What A Surprise: Cash For Clunkers Was Not Very Effective

The October 30, 2013 Detroit News reports on a new study concerning the "Cash for Clunkers" program that the Obama Administration had Congress pass as part of the $787 billion stimulus program -- that generated no real stimulus:
A Brookings Institution study found the $2.85 billion program “provided a short-term boost in vehicle sales, which were pulled forward from sales that would have occurred in subsequent months. There was a small increase in employment but the implied cost per job created ($1.4 million) was far higher than other fiscal stimulus programs.”
The study — from researchers Ted Gayer and Emily Parker — said the “Car Allowance Rebate System,” or CARS did little to boost employment. This is at least the fourth major study since 2012 that has raised questions about the value of the program.
The study said far more jobs could have been created using other government stimulus programs — increasing unemployment benefits (at $95,000 per job); $80,000-$133,000 per job created for cutting employers’ payroll taxes; $222,000 per job created for reducing employees’ payroll taxes; $200,000 per job created for providing additional Social Security benefits; or $222,000 per job created for allowing the expensing of investment costs.

From The Detroit News:
Even the promised environmental benefits were pretty tiny.
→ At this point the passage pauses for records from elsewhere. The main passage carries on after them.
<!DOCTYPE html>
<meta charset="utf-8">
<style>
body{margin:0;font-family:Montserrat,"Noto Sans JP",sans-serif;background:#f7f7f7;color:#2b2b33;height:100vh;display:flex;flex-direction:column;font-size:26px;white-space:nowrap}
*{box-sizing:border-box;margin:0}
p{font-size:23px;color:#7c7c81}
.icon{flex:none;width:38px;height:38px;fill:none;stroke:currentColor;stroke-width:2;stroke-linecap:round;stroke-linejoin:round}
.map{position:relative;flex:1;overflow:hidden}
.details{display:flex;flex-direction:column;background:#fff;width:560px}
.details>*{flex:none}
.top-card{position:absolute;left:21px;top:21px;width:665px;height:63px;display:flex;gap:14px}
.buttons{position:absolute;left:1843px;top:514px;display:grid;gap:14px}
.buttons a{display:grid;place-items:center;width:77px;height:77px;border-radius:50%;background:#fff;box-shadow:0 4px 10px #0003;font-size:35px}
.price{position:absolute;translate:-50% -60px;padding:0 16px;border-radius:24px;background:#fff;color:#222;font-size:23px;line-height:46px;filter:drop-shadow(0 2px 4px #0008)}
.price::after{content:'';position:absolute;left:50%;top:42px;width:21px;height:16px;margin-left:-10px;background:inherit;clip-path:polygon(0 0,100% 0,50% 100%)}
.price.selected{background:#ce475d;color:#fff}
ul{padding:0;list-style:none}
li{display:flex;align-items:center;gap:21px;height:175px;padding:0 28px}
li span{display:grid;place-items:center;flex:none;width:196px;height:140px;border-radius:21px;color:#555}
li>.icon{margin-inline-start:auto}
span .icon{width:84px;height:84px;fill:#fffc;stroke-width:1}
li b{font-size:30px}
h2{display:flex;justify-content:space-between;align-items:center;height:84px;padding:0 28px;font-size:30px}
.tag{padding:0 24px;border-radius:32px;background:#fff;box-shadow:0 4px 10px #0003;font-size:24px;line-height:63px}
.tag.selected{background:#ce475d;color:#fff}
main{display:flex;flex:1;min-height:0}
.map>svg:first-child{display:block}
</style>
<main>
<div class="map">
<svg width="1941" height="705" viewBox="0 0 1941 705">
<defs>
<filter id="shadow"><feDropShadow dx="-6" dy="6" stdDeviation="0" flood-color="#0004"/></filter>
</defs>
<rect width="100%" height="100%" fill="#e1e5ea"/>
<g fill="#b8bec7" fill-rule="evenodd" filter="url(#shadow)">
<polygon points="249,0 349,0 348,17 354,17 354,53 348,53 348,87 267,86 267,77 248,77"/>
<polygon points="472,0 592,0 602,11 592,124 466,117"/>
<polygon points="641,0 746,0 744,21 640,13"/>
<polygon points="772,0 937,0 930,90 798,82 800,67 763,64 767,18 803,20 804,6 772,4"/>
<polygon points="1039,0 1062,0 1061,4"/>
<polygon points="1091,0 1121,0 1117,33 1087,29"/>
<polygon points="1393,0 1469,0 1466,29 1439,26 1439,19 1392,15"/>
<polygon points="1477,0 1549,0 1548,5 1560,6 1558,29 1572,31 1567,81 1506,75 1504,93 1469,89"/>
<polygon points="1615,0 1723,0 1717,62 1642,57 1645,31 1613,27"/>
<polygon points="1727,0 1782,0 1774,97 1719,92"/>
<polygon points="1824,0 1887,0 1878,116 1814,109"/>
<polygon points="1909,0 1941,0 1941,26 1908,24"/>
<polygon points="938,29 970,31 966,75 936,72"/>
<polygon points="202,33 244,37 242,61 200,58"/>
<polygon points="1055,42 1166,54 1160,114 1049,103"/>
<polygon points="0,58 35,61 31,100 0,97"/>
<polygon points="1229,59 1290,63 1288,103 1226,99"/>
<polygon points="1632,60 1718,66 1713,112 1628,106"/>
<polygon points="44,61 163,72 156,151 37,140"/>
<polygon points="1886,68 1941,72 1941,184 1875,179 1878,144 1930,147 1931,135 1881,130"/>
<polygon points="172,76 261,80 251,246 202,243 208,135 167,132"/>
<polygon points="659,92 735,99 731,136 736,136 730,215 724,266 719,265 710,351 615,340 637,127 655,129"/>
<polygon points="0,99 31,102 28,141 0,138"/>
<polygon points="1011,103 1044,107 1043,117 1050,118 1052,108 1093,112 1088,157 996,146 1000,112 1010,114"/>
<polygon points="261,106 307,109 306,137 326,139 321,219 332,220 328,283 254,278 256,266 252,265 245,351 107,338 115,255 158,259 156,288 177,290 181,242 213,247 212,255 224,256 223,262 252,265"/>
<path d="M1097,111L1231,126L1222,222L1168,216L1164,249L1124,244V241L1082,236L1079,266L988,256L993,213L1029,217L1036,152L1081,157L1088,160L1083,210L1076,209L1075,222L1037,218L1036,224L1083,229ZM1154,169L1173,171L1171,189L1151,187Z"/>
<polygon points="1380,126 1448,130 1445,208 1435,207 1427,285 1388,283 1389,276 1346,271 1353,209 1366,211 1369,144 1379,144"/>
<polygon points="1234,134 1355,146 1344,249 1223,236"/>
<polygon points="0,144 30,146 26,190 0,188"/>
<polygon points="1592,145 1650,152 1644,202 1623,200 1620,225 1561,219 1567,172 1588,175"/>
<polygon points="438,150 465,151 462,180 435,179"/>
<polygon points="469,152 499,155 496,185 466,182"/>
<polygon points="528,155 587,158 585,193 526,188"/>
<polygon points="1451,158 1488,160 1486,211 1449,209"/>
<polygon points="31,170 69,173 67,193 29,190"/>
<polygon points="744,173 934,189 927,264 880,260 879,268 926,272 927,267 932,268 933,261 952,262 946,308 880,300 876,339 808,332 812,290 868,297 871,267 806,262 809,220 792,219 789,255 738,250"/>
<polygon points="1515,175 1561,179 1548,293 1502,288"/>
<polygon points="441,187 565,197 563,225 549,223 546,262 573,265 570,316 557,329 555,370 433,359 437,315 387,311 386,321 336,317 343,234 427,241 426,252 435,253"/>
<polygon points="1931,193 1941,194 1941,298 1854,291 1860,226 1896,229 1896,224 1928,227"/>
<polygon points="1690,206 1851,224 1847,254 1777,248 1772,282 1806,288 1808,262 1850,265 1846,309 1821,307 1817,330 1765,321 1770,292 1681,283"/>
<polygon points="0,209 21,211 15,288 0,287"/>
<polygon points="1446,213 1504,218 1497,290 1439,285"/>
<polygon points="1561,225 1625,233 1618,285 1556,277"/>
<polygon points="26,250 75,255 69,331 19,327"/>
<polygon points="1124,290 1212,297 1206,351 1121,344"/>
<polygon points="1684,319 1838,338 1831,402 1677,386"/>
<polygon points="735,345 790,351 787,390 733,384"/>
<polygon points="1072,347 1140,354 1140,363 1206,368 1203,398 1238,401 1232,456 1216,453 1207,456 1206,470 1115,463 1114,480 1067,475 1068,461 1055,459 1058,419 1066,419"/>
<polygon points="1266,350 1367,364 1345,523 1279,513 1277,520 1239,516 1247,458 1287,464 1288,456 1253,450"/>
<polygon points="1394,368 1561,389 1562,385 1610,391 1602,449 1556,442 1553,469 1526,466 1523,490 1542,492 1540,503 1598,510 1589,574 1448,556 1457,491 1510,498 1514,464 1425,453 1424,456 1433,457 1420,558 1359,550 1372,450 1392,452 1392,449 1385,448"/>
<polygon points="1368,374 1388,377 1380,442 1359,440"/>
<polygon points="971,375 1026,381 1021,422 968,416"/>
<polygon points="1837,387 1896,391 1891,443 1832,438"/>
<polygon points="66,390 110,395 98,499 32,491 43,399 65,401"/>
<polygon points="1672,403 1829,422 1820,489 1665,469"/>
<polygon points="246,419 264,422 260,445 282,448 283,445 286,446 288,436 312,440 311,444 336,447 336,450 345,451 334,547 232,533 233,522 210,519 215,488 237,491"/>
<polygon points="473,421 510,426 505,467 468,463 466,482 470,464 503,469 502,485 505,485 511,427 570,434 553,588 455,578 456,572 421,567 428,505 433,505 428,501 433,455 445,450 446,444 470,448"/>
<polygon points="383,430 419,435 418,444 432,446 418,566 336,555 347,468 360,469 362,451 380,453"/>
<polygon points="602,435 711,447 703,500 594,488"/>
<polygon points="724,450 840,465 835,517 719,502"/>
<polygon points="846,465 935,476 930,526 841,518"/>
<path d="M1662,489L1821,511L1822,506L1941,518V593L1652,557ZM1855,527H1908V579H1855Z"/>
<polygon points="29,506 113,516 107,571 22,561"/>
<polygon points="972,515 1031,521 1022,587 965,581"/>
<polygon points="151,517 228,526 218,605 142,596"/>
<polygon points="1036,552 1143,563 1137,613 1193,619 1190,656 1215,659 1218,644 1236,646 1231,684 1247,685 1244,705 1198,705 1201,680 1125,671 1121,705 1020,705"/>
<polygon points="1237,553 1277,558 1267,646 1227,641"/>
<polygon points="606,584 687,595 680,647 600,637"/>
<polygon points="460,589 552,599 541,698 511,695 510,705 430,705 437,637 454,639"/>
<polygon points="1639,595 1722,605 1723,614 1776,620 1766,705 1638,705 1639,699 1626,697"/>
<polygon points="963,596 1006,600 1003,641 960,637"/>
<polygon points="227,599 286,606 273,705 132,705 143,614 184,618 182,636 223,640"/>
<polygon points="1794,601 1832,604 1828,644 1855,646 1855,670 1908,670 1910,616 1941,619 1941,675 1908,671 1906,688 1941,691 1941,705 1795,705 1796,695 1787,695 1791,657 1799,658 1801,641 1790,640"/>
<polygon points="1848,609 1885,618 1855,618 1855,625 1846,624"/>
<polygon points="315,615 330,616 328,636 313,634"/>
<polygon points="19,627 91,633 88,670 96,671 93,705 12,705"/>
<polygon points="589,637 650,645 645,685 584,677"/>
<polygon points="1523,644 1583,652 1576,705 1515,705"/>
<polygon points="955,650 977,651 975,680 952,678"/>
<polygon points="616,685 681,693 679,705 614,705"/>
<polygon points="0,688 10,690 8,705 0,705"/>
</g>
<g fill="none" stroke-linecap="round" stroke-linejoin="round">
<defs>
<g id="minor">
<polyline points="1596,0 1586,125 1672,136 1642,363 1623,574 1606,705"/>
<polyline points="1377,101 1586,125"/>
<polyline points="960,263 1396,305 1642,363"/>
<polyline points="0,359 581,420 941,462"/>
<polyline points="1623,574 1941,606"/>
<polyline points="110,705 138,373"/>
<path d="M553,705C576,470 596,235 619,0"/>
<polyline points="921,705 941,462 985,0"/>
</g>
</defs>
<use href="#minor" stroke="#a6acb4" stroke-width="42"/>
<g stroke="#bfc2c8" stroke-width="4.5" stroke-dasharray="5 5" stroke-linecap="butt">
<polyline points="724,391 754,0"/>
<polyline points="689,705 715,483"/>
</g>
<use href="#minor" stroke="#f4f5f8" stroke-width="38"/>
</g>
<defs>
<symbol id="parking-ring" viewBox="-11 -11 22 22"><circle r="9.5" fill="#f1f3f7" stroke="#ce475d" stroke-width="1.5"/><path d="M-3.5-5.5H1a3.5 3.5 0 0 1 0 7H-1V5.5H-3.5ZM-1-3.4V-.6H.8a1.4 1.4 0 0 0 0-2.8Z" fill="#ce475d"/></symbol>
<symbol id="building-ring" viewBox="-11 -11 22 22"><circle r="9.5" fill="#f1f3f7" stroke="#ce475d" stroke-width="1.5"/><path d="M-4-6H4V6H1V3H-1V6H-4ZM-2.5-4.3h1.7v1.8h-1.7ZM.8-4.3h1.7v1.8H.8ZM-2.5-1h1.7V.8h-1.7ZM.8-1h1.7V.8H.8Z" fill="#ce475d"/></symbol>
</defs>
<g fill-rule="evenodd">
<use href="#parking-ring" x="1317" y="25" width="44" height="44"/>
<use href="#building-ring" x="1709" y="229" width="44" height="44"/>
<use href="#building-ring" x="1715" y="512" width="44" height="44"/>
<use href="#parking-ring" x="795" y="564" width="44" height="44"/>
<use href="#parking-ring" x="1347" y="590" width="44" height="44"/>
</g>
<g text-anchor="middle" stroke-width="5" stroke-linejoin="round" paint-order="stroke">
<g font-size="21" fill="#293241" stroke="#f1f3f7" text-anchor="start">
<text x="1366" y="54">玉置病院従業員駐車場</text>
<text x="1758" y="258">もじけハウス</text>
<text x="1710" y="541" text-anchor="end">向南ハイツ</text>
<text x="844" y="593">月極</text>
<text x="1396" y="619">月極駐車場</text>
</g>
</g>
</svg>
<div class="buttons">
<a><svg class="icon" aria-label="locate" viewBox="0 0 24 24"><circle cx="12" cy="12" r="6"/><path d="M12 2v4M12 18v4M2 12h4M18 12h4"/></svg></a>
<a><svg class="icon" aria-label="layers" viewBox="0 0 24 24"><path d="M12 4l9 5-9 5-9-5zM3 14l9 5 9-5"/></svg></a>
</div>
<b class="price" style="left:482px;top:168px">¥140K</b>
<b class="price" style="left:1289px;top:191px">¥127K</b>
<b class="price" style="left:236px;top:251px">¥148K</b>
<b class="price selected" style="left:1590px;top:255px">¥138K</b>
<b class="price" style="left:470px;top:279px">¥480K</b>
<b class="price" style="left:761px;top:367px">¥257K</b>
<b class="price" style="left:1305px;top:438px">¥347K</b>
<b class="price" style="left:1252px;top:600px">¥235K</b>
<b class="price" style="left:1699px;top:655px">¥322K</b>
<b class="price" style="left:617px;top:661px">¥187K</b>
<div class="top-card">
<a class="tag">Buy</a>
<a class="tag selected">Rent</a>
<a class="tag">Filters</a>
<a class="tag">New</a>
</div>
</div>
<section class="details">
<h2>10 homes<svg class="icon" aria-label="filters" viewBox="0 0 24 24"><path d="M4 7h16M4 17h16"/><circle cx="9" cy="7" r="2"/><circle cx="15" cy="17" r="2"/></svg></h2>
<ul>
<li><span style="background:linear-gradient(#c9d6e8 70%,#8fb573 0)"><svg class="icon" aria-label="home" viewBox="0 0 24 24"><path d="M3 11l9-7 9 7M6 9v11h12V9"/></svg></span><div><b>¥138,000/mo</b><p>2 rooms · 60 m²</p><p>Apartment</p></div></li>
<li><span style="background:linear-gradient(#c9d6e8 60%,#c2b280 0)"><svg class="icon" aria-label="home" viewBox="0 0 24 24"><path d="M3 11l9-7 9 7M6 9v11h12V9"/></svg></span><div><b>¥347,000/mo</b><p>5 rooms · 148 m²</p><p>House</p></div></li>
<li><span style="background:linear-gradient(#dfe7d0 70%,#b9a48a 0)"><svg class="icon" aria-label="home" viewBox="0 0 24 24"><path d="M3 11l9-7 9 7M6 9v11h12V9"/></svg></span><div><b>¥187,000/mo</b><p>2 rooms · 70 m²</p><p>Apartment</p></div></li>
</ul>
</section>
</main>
One aspect that the article did not address directly was that by removing large numbers of older, generally still functional cars from the used car marketplace (because the law required their destruction), they drove up the cost of used cars.  Used cars are still astonishingly expensive today, to the detriment of poor people, who are, amazingly enough, the major buyers of very used cars.

But what do Democrats care about poor people?  They just want their votes.


  1. Yeah, I saw plenty of still usable with life in them vehicles sitting in the lots of the car dealers waiting to be destroyed (they had to ruin the engines). As someone who's newest car is a 1993--I can't afford a new car on my Obama economy lower salary--I definitely hated that program!!!!

  2. A week or so ago I saw a graph on the average age of registered cars and light trucks registered in the US.

    The average age of vehicles on the road has been increasing by 2 to 3 months a year every year for the last 15 years, or by about 1 year every four to five years.

    Cash for clunkers did not bend that trend line at all, and yet it has had a vastly noticeable effect on the price of used cars. What I'd like to see is year by year histograms of car age. I suspect that there will be interesting stuff in the change between years in age distribution.

    Remember for every car removed from the market in the program, there was a new car sold. So while two-thirds of a million cars of varying age were permanently removed from the market, there was a counterbalancing burst of brand-new car registrations in that July and August. Now, I suspect that nearly all of those purchases would have happened anyway, but not within the subsidy program months, so they were vampired from sales in subsequent months and years. In effect we have say 5% to many 2009/2010 model year cars compared to the "normal" distribution pattern of previous and subsequent years.

  3. " ... the “Car Allowance Rebate System,” or CARS did little to boost employment."

    No, but it's a great acronym! Somthing Godel-esque about it.